Saved entries:
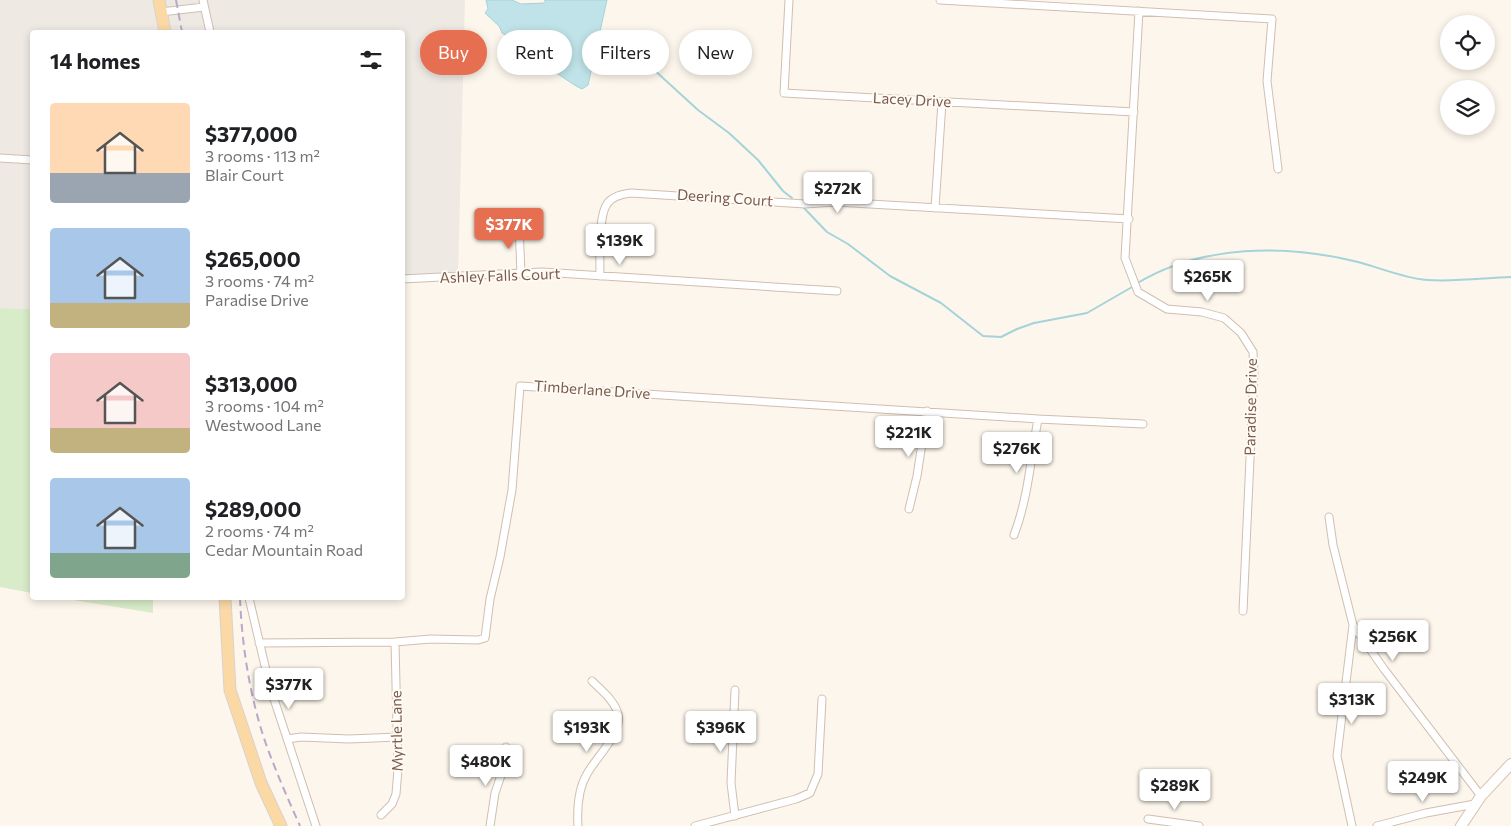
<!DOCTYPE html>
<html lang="en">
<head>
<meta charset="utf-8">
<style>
	:root { --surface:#fff; --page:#f2f2f2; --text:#202124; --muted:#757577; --accent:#e76f51 }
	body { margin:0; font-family:Commissioner,sans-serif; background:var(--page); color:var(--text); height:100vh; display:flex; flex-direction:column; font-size:19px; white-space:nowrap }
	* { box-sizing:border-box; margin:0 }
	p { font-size:16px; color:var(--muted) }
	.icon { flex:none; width:28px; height:28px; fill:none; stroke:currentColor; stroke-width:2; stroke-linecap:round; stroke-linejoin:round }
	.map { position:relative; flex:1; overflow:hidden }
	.panel { position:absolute; left:30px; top:30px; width:375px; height:570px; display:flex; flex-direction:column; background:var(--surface); border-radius:5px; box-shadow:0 2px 8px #0003 }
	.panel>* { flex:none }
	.banner { position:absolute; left:420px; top:30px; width:475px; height:45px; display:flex; gap:10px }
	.buttons { position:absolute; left:1440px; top:15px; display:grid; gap:10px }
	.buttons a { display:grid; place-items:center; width:55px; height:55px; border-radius:50%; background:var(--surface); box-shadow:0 2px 8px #0003; font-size:25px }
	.price { position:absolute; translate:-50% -42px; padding:0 11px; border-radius:5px; background:#fff; color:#222; font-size:16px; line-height:32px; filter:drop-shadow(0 1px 2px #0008) }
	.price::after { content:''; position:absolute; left:50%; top:30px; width:15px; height:11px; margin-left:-8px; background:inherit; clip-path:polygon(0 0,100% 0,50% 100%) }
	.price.selected { background:var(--accent); color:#fff }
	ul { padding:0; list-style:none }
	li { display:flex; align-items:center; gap:15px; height:125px; padding:0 20px }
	li span { display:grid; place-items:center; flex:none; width:140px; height:100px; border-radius:5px; color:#555 }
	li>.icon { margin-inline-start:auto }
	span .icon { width:60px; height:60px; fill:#fffc; stroke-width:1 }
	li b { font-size:21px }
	h2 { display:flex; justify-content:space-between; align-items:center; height:60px; padding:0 20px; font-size:21px }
	.tag { padding:0 18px; border-radius:22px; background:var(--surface); box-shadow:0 2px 8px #0003; font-size:18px; line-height:45px }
	.tag.selected { background:var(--accent); color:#fff }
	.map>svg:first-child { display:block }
</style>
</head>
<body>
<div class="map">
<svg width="1511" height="826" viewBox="0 0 1511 826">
	<rect width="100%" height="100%" fill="#fdf6ec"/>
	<path fill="#efe9e4" d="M 0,0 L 465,0 L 458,277 L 403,279 L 402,32 L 32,32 L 32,309 L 0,308 Z"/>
	<path fill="#d8ecc9" d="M 0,308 L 32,309 L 32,593 L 0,587 Z
		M 61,598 L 153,598 L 153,613 Z"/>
	<path fill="#bfe3e8" stroke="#a5d3da" d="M 486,0 L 512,0 L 521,4 L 544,3 L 546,1 L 544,0 L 607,0 L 588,85 L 582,89 C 570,84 553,68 541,66 L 538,55 L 530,53 L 531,52 C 522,46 512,38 502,33 L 499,26 L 485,13 L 488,9 Z"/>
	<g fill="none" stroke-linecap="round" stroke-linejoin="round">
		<path stroke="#a5d3da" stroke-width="2" d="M 607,39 L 640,57 L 698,110 L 729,133 L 758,160 L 783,191 L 792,198
			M 804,208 L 827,232 L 848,244 L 890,276 L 941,303 L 983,336 L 1001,337 L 1017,329 L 1034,323 L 1087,313 L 1132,287
			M 1136,284 C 1201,244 1286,244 1358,262 C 1381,268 1403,278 1427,280 C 1455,282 1484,278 1511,277"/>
		<g stroke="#d1beb0" stroke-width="9">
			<path id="street" d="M 203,0 L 210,32
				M 789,0 L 784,93 L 1134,112
				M 940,0 L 1272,19 L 1267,81 L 1278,169
				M 1139,11 L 1125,258 L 1138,292 L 1167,309 L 1202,312 L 1224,318 L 1241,333 L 1253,352 L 1254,372 L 1243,611
				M 161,12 L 204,7
				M 0,158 L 32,160
				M 935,208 L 942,102
				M 519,225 L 521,274
				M 600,276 C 600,259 598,217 607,204 C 612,196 622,194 631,193 L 805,204 L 835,202 L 1129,219
				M 402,279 L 542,272 L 837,291
				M 909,509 L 917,476 L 927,411
				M 1329,517 L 1333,545 L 1353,625 L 1384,669 L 1481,796
				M 1014,535 C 1028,499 1031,457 1038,419
				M 249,598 L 270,687 L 316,826
				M 259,643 L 395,642 L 431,639 L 478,640 L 485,638 L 490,599 L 500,557 L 512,490 L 520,386 L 1038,419 L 1143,424
				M 287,739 L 301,737 L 349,739 L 398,737
				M 381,815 L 392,804 L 396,794 L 398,769 L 395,642
				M 735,816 L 731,783 L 735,690
				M 1148,819 L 1199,826
				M 490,826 L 495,793 L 507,758 L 506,747
				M 578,826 C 577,809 578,789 587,774 C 596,757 623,733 618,714 C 615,701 601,690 592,681
				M 695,826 L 796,799 L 810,793 L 818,774 L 822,699
				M 1352,826 L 1337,756 L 1353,625
				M 1377,826 L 1426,813 L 1475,804"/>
		</g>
		<g stroke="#d6c0b0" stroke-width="12">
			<path id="secondary" d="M 1461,826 L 1481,796 L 1511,764"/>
		</g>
		<g stroke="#dad1cd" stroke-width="13">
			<path id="primary" d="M 159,0 L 165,32
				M 225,598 L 230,690 L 261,783 L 281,826"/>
		</g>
		<use href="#street" stroke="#fff" stroke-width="7"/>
		<use href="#secondary" stroke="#fff" stroke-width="10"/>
		<use href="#primary" stroke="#fbd9a5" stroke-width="11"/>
		<path stroke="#b9a8c9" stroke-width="2" stroke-dasharray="8 5" stroke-linecap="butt" d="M 176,0 L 182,32
			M 240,598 C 242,647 250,698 266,744 C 276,772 288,799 300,826"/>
	</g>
	<g text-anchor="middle" stroke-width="4" stroke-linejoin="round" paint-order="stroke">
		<g font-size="15" fill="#7a5c4d" stroke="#fffaf3">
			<text transform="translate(912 100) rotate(3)" y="5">Lacey Drive</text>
			<text transform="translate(725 198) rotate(4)" y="5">Deering Court</text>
			<text transform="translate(500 276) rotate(-2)" y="5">Ashley Falls Court</text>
			<text transform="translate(592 390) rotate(4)" y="5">Timberlane Drive</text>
			<text transform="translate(1251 407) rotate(-89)" y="5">Paradise Drive</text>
			<text transform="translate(397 731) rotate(-91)" y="5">Myrtle Lane</text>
		</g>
	</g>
</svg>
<div class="buttons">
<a><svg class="icon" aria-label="locate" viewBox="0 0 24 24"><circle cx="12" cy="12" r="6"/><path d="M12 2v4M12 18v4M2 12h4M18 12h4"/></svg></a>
<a><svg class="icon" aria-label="layers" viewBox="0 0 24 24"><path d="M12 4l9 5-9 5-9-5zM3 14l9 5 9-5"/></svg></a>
</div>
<b class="price" style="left:838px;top:214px">$272K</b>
<b class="price selected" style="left:509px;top:250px">$377K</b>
<b class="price" style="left:620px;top:266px">$139K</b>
<b class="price" style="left:1208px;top:302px">$265K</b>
<b class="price" style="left:909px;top:458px">$221K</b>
<b class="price" style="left:1017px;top:474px">$276K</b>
<b class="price" style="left:1393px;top:662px">$256K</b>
<b class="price" style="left:289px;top:710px">$377K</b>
<b class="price" style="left:1352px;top:725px">$313K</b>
<b class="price" style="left:587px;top:753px">$193K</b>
<b class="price" style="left:721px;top:753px">$396K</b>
<b class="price" style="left:486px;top:787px">$480K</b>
<b class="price" style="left:1423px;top:803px">$249K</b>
<b class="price" style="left:1175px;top:811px">$289K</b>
<div class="banner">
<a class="tag selected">Buy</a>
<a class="tag">Rent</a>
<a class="tag">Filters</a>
<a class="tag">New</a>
</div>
<section class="panel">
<h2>14 homes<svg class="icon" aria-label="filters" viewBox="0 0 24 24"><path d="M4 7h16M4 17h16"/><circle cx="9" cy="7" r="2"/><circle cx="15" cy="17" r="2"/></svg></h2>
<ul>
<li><span style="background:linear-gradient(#ffd9b3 70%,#9aa5b1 0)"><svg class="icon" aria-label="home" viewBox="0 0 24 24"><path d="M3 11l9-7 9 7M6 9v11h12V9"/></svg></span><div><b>$377,000</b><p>3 rooms · 113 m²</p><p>Blair Court</p></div></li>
<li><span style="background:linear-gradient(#a9c7e8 75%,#c2b280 0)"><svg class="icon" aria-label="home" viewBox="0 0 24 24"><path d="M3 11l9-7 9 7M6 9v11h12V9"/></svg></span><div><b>$265,000</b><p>3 rooms · 74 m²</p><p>Paradise Drive</p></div></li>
<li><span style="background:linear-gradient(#f6c9c9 75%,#c2b280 0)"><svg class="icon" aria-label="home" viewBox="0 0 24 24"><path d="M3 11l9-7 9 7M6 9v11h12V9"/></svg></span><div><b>$313,000</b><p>3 rooms · 104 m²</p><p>Westwood Lane</p></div></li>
<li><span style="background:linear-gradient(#a9c7e8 75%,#7fa58c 0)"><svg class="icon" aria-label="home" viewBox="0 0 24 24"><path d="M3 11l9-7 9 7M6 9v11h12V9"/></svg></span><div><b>$289,000</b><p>2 rooms · 74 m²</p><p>Cedar Mountain Road</p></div></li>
</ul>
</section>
</div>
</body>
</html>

## Aim of the exercise
Across the entries above, find the lines with the string "body" and copy them.

## Written reply
	body { margin:0; font-family:Commissioner,sans-serif; background:var(--page); color:var(--text); height:100vh; display:flex; flex-direction:column; font-size:19px; white-space:nowrap }
<body>
</body>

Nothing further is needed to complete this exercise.